WORK INSTRUCTIONS: Every line of the data below must be output exactly, with images left out.

MATERIAL FOR THIS TASK:
# # #
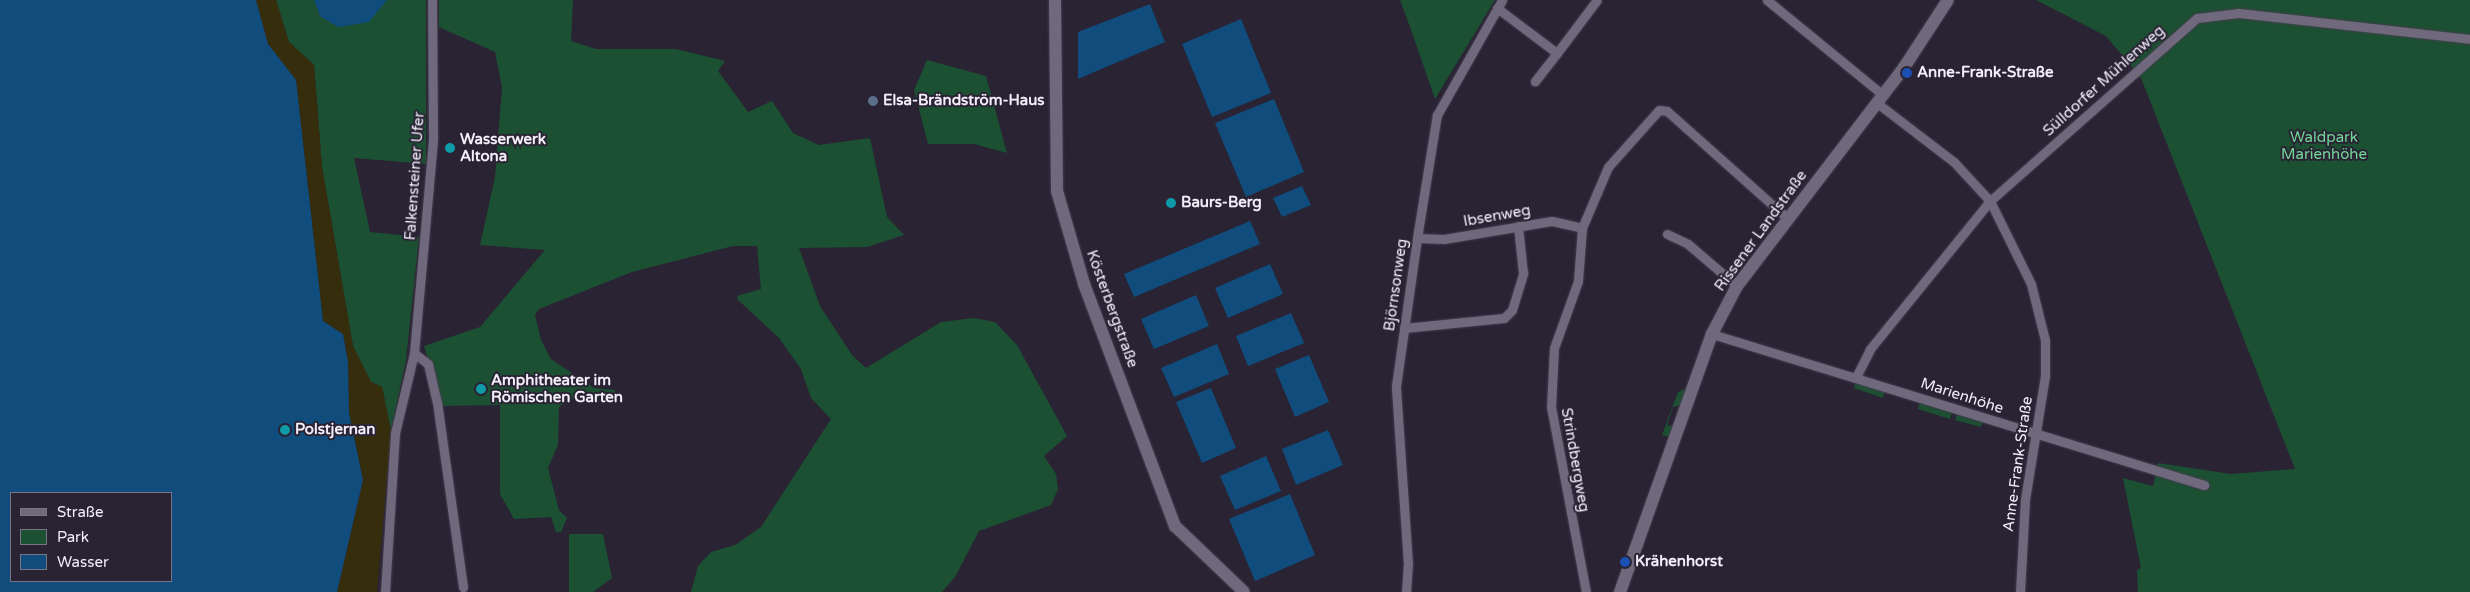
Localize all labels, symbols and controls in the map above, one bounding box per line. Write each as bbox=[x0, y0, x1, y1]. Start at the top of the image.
street label: Sülldorfer Mühlenweg bbox=[2040, 22, 2168, 140]
place label: Anne-Frank-Straße bbox=[1917, 64, 2053, 82]
marker: Anne-Frank-Straße bbox=[1901, 67, 1913, 79]
place label: Elsa-Brändström-Haus bbox=[883, 92, 1045, 110]
marker: Elsa-Brändström-Haus bbox=[867, 95, 879, 107]
street label: Falkensteiner Ufer bbox=[402, 111, 428, 241]
park label: Waldpark Marienhöhe bbox=[2281, 128, 2367, 163]
place label: Wasserwerk Altona bbox=[460, 130, 546, 165]
marker: Wasserwerk Altona bbox=[444, 142, 456, 154]
street label: Rissener Landstraße bbox=[1711, 167, 1811, 295]
place label: Baurs-Berg bbox=[1181, 194, 1262, 212]
marker: Baurs-Berg bbox=[1165, 197, 1177, 209]
street label: Ibsenweg bbox=[1462, 201, 1532, 231]
street label: Björnsonweg bbox=[1381, 238, 1411, 332]
street label: Kösterbergstraße bbox=[1082, 248, 1142, 370]
place label: Amphitheater im Römischen Garten bbox=[491, 371, 623, 406]
street label: Marienhöhe bbox=[1918, 374, 2006, 418]
marker: Amphitheater im Römischen Garten bbox=[475, 383, 487, 395]
street label: Anne-Frank-Straße bbox=[2000, 395, 2036, 533]
street label: Strindbergweg bbox=[1557, 407, 1593, 513]
place label: Polstjernan bbox=[295, 421, 375, 439]
marker: Polstjernan bbox=[279, 424, 291, 436]
legend bbox=[10, 492, 172, 582]
text: Straße bbox=[57, 503, 103, 521]
text: Park bbox=[57, 528, 89, 546]
text: Wasser bbox=[57, 553, 109, 571]
place label: Krähenhorst bbox=[1635, 553, 1723, 571]
marker: Krähenhorst bbox=[1619, 556, 1631, 568]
# # #
TASK ANSWER:
Localize all labels, symbols and controls in the map above, one bounding box per line. Write each as bbox=[x0, y0, x1, y1]. Start at the top of the image.
street label: Sülldorfer Mühlenweg bbox=[2040, 22, 2168, 140]
place label: Anne-Frank-Straße bbox=[1917, 64, 2053, 82]
marker: Anne-Frank-Straße bbox=[1901, 67, 1913, 79]
place label: Elsa-Brändström-Haus bbox=[883, 92, 1045, 110]
marker: Elsa-Brändström-Haus bbox=[867, 95, 879, 107]
street label: Falkensteiner Ufer bbox=[402, 111, 428, 241]
park label: Waldpark Marienhöhe bbox=[2281, 128, 2367, 163]
place label: Wasserwerk Altona bbox=[460, 130, 546, 165]
marker: Wasserwerk Altona bbox=[444, 142, 456, 154]
street label: Rissener Landstraße bbox=[1711, 167, 1811, 295]
place label: Baurs-Berg bbox=[1181, 194, 1262, 212]
marker: Baurs-Berg bbox=[1165, 197, 1177, 209]
street label: Ibsenweg bbox=[1462, 201, 1532, 231]
street label: Björnsonweg bbox=[1381, 238, 1411, 332]
street label: Kösterbergstraße bbox=[1082, 248, 1142, 370]
place label: Amphitheater im Römischen Garten bbox=[491, 371, 623, 406]
street label: Marienhöhe bbox=[1918, 374, 2006, 418]
marker: Amphitheater im Römischen Garten bbox=[475, 383, 487, 395]
street label: Anne-Frank-Straße bbox=[2000, 395, 2036, 533]
street label: Strindbergweg bbox=[1557, 407, 1593, 513]
place label: Polstjernan bbox=[295, 421, 375, 439]
marker: Polstjernan bbox=[279, 424, 291, 436]
legend bbox=[10, 492, 172, 582]
text: Straße bbox=[57, 503, 103, 521]
text: Park bbox=[57, 528, 89, 546]
text: Wasser bbox=[57, 553, 109, 571]
place label: Krähenhorst bbox=[1635, 553, 1723, 571]
marker: Krähenhorst bbox=[1619, 556, 1631, 568]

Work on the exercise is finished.